Low bone mineral density in the hand is a valid predictor of overall mortality in patients with rheumatoid arthritis (RA) and indicates long-term prognosis, according to a new study presented today at EULAR 2008, the Annual Congress of the European League Against Rheumatism in Paris, France. Digital X-ray radiogrammetry (DXR) demonstrated bone mineral density to be as effective predicting mortality as well-established means of assessment such as radiographic damage and functional disability.
During the study, different standard measures of disease activity were investigated in order to assess their capacity to predict all-cause mortality. Over a period of 27 years (1978 -- 2005), age-sex adjusted proportional hazards models for 84 RA patients, found the following to be significant predictors of mortality:
Bone mineral density in the hand (RR=0.55/1SD, 95% CI 0.35-0.87)
Steinbrocker functional classification (RR=1.86/1SD, 95% CI 1.35-2.56)
The physician's global assessment (RR=1.37/1SD, 95% CI 1.02-1.82)
Erythrocyte sedimentation rate (RR=1.86/1SD, 95% CI 1.41-2.46)
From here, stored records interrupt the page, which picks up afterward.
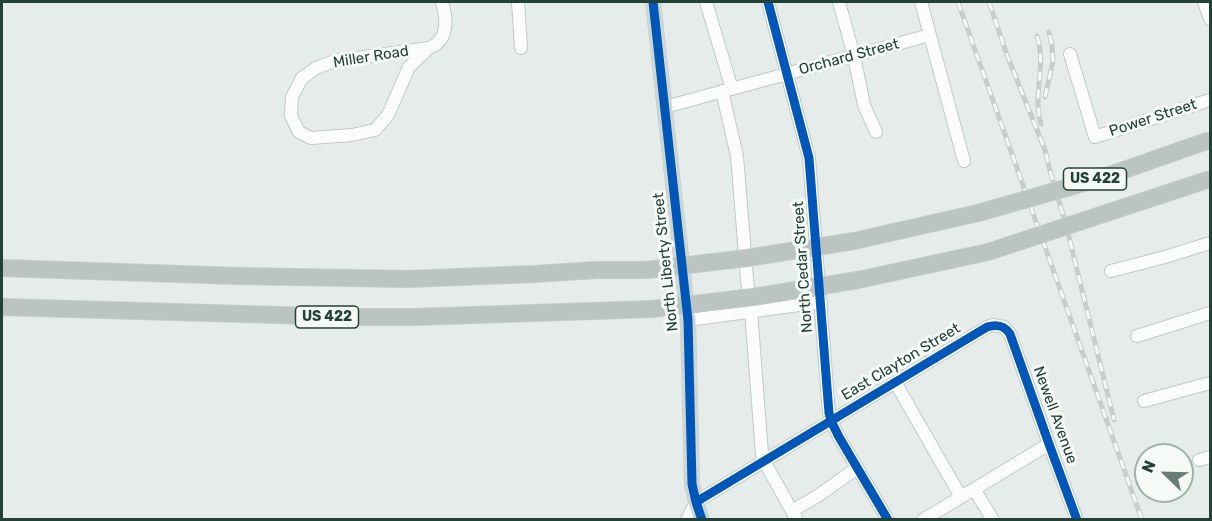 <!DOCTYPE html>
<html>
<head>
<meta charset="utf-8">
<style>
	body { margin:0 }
	#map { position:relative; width:1212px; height:521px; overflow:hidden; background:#e6ece9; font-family:Rubik,sans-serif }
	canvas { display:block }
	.frame { position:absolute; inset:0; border:3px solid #224137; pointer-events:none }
	.north { position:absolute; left:1134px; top:443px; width:60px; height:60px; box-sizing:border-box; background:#f5faf7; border:2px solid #a1b0aa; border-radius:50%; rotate:293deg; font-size:16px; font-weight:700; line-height:24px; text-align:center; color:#224137 }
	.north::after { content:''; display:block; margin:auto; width:21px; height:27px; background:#677d75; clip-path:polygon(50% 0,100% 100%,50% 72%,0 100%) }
</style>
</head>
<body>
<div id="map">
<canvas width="1212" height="521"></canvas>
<div class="frame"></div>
<div class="north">N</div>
</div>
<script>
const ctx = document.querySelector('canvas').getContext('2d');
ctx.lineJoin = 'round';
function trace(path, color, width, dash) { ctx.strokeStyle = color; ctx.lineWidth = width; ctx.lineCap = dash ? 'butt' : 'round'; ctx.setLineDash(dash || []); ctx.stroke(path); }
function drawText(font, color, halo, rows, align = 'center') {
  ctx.font = font + ' Rubik,sans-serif'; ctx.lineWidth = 6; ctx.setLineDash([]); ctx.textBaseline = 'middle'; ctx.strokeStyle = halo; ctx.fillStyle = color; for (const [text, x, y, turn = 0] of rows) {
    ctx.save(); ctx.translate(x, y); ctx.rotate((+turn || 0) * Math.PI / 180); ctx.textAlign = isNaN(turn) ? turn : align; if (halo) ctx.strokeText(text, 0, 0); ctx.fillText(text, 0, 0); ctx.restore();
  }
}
const minor = new Path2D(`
	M518 2 521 48
	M706 2 732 89
	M768 2 809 158 829 413 831 421 839 437 888 520
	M839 2 854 56 864 105 876 132
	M921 2 964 161
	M1204 2 1210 19
	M429 48 409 67 388 115 375 130 352 135 311 138 299 132 291 116 292 97 302 78 316 68 335 61 429 48C449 40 447 19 442 2
	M1070 54 1095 137 1210 100
	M722 91 737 156 747 279 751 311 762 454 764 461 797 520
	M665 107 930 35
	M1111 271 1165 257 1210 243
	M688 320 821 302
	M1137 336 1210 313
	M895 382 961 497
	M1144 401 1210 383
	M1199 460 1210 457
	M974 489 993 520
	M792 511 819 495 857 468
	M687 520 696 502 987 327 993 325 1004 327 1010 334 1049 444 1077 520
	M923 520 1049 444`);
const major = new Path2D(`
	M653 2 688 320 692 484 696 502 702 520`);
const highway = new Path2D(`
	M854 241 978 213
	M2 268 238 276 408 279 534 274 597 270H646
	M858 280 988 252
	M2 307 347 317H415L652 309`);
trace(minor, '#c3c9c6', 14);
trace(major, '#c2cbc7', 16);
trace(highway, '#c2cbc7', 18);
trace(minor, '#fbfcfc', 12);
trace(major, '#ced7d4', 15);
trace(highway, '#bbc4c1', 16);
const rail = new Path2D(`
	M958 2 1142 520
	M989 2 1007 55 1045 150 1050 171 1066 225 1114 420
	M1037 36C1047 66 1032 94 1041 124
	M1045 97 1053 61 1052 46 1049 32`);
trace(rail, '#c7cdca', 5);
trace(rail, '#f5faf7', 3, [9]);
const highwayBridge = new Path2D(`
	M978 213 1101 178 1210 140
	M988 252 1210 179
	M646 270 747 258 854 241
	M652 309 753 297 858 280`);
trace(highwayBridge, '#c2cbc7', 18, []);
trace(highwayBridge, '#bbc4c1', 16);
trace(new Path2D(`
	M653 2 688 320 692 484 696 502 702 520
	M768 2 809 158 829 413 831 421 839 437 888 520
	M696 502 987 327C997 324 1004 325 1010 334L1049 444 1077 520`), '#0057b8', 9);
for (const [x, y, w] of [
	[1095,179,63],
	[327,317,63]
]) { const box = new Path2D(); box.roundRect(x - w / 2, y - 11, w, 22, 4.5); ctx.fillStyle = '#f5faf7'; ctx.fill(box); trace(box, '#224137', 1.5); }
drawText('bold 14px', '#224137', null, [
	["US 422",1095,179],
	["US 422",327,317]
]);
drawText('15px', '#224137', '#f5faf7', [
	["Miller Road",371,57,-9],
	["Orchard Street",849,57,-15],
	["Power Street",1153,118,-18],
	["North Liberty Street",666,262,-96],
	["North Cedar Street",803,267,-94],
	["East Clayton Street",901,362,-31],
	["Newell Avenue",1055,415,70]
]);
</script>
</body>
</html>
Conversely, during this study, certain measures of rheumatic disease activity, including rheumatoid factor, Larsen index, Ritchie index and the patient's global assessment, were not found to be significant predictors of mortality in RA.
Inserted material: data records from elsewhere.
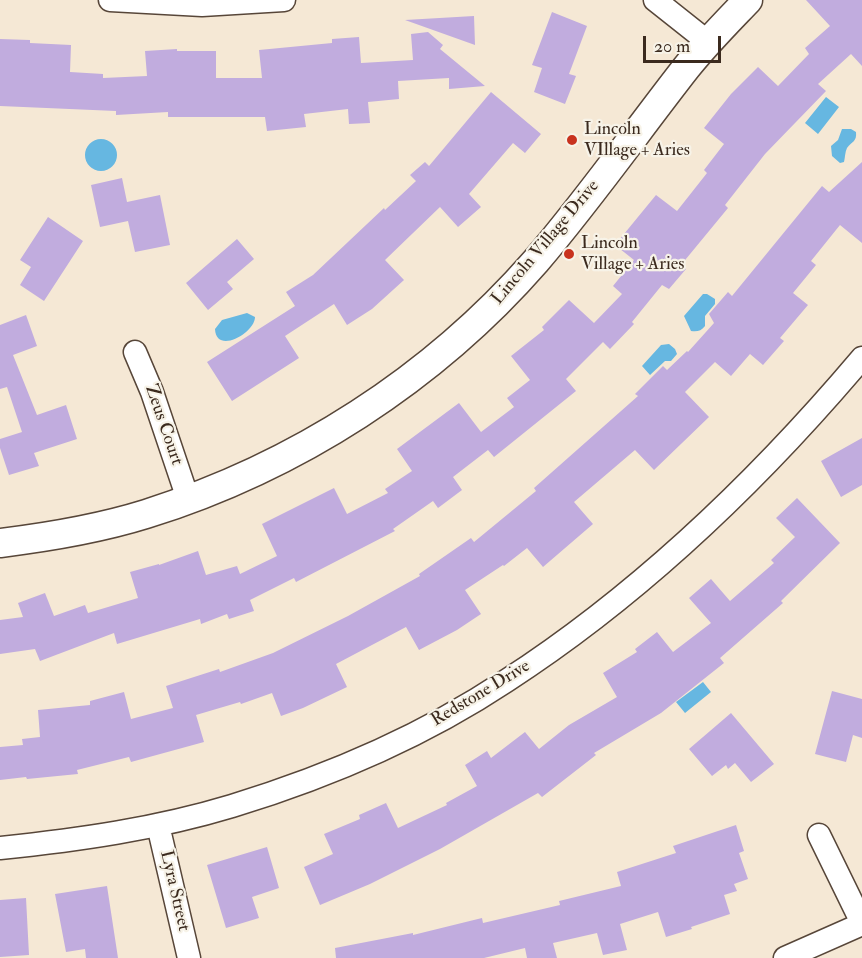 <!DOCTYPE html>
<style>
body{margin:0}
#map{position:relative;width:862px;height:958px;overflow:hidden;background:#f5e8d5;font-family:"IM FELL Double Pica",serif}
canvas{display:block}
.scale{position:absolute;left:643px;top:36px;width:78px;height:27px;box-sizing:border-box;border:3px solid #3b2a1e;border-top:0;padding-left:8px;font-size:18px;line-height:21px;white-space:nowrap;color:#3b2a1e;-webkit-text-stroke:4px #f7f3e8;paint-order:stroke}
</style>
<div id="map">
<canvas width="862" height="958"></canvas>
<div class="scale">20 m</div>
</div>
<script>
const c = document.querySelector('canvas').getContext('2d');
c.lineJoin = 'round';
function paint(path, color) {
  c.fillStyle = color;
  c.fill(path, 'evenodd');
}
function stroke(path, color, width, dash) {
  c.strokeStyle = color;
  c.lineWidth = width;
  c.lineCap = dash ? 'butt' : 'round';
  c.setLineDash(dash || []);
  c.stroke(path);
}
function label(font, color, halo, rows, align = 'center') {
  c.font = font + ' "IM FELL Double Pica",serif';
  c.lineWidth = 4.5;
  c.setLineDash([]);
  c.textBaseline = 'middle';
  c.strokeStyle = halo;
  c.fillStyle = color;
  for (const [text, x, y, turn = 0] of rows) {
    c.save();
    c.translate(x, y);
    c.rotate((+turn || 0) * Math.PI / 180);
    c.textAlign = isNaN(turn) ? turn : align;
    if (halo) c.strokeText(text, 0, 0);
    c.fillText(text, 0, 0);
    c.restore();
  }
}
paint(new Path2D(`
 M826,97L839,107L818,134L805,123Z
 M842,129H851L856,132C857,142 852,141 847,148C845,152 845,158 844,162L840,163L832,156L831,146L838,140Z
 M85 155a16 16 0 1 1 32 0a16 16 0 1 1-32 0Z
 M703,294H707L715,299V304L705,316V326C701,331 697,332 691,331L684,316Z
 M247,313L255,317C255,333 216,355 215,329L222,320Z
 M669,344L675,349L677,354L671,361H665L650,375L642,366L661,345Z
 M703,682L711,692L685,713L676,702Z`), '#66b7e1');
paint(new Path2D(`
 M806,0H862V66L851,54L818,84L826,91L765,154L725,205L728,208L681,265L686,269L669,289L662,285L632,322L634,324L610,349L603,342L566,379L576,391L494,457L488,450L453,477L462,490L438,508L433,501L393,529L395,531L296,582L294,578L250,600L254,611L229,619L227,614L201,624L200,619L117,644L114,633L40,661L35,649L0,654V620L23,617L18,603L45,593L54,616L85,605L88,613L138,598L130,572L159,564V565L198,551L206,575L237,566L240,574L277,556L262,524L334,488L347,514L388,493L385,489L412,471L397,449L459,403L481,432L514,407L507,398L530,380L511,356L544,330L542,327L569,300L594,323L622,294L613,286L634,260L615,245L656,195L677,211L707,173L704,170L724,144L704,128L731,94L758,67L778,86L809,54L805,48L830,26Z
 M552,12L587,26L569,74L576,76L565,104L534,92L542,68L532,65Z
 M474,16L475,45L405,20Z
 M428,32L443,45L440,49L485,86L449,89V78L398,81L399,99L368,102L370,123L349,124L348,109L304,114L306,127L267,131L265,117H168V112L116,115V111L0,106V39L30,40V43L71,45L70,72L103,74V78L147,76L145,51L177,49V51H216V78H262L259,50L332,43V39L359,37L361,63L413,60L411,34Z
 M491,92L541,134L525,153L513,143L469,194L481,207L458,227L440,207L385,260L404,280L372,309L347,325L334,304L285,336L299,358L232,401L207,362L295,306L286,292L313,275L384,208L385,210L416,181L410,175L425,162L429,166Z
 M862,162V243L840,225L811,261L816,265L793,293L808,305L780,338L784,341L763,365L750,354L731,376L715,362L685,392L709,417L654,470L635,450L574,502L593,524L543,567L527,548L504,566L503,565L465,590L481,614L457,630L419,650L406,627L336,664L347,687L303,708L281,716L272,693L241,704L240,702L196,715L204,742L131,762L129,757L77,770L78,774L27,779L26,777L0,780V747L23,745L22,739L40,737L38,710L90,705V701L124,692L131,719L173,708L166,686L219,669L220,672L273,653L348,616L420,576L419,574L471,538L474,542L536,491L534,488L638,396L635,394L663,366L667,370L687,351L688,352L714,323L709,314L728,292L732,296L822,186L829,192Z
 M122,178L127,202L160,195L170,245L135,252L128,221L100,227L91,185Z
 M48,217L83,241L44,301L20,285L31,267L20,260Z
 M237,239L254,259L227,282L233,289L208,310L186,283Z
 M26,315L37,346L13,355L37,415L66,405L77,439L34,453L39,466L9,475L0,448V439L22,432L7,387L0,389V325Z
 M862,438V485L841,497L821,461Z
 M797,498L840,543L781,601L783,603L720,658L724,663L661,713L594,753L596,755L542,797L538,793L440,849L370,884L320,905L304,867L333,854L324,834L360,819L359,815L386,803L398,828L447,805L446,803L477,786L465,765L487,751L491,758L525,732L539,749L569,725L617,697L603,673L637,652L635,649L657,632L673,652L711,623L689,598L711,579L730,601L774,563L771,560L795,537L776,518Z
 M832,691L862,699V738L853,735L846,762L815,754Z
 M731,713L774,764L751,782L735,763L728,769L726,765L712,776L689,749Z
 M736,825L744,851L739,853L748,879L734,884L737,891L724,895L730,914L691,927L692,929L666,937L658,912L620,924L627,950L603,955L597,933L553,943L557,958H527L525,948L484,958H336L335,948L413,933V935L482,918L483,923L560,905L559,901L621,886L617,872L676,853L673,846Z
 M267,847L279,888L252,897L259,918L226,928L207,865Z
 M107,886L118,958H86L85,949L66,952L55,894Z
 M26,898L29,955L0,957V900Z`), '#c1acde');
const minor = new Path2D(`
 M110,0L202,5L284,0
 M655,0L708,42
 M135,352L152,392L188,499
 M158,825L189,958
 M819,835L862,923
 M0,848C78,840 156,829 232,806C327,777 423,736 506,681C642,593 758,481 862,358
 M785,958L862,924`);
const tertiary = new Path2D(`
 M0,543C49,537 98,529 146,514C296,467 433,379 536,261C589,199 636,132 686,68C705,44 727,22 748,0`);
stroke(minor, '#574639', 25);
stroke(tertiary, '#574639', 31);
stroke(minor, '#fff', 22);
stroke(tertiary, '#fff', 28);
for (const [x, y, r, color] of [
 [572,140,6,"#c8321e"],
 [569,254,6,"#c8321e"]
]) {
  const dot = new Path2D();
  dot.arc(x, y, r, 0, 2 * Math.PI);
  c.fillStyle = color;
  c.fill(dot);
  stroke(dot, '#f7f3e8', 2);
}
label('18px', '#3b2a1e', '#f7f3e8', [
 ["Lincoln",584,130],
 ["VIllage + Aries",584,151],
 ["Lincoln",581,244],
 ["Village + Aries",581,265]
], 'left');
label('18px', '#3b2a1e', '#f7f3e8', [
 ["Lincoln Village Drive",546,243,-50],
 ["Zeus Court",163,425,71],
 ["Redstone Drive",481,694,-31],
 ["Lyra Street",174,891,77]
]);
</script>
The study's lead researcher, Dr Christina Book of Malmö University Hospital, Sweden, said: "This long-term study establishes that measurement of bone mineral density in the hand may be an important physical gauge in anticipating the course of rheumatoid arthritis. It offers physicians an effective tool for assessing a patient's disease and so developing the most appropriate individual management plan."
In the study, 152 consecutive patients (119 women, 33 men) with a mean disease duration of 13 years were enrolled. X-rays of the hands at inclusion were available in 108 patients, and in 84 of these, bone mineral density was evaluated by DXR on the same digitised hand X-rays used for scoring radiographic joint damage. Placement of joint prostheses or severe malalignment prevented DXR evaluation in the other 24 patients. Manual measurements, such as dividing the combined cortical thickness by the width of metacarpal II (CCTr) were performed in all 108 patients with X-rays at inclusion. Measures of disease activity and damage at inclusion in the 84 subjects were used to predict mortality by Cox regression models. Furthermore, standardised mortality ratios were computed using the general Swedish population as a benchmark, to assess the overall increased mortality in the group, which was three-folded increased.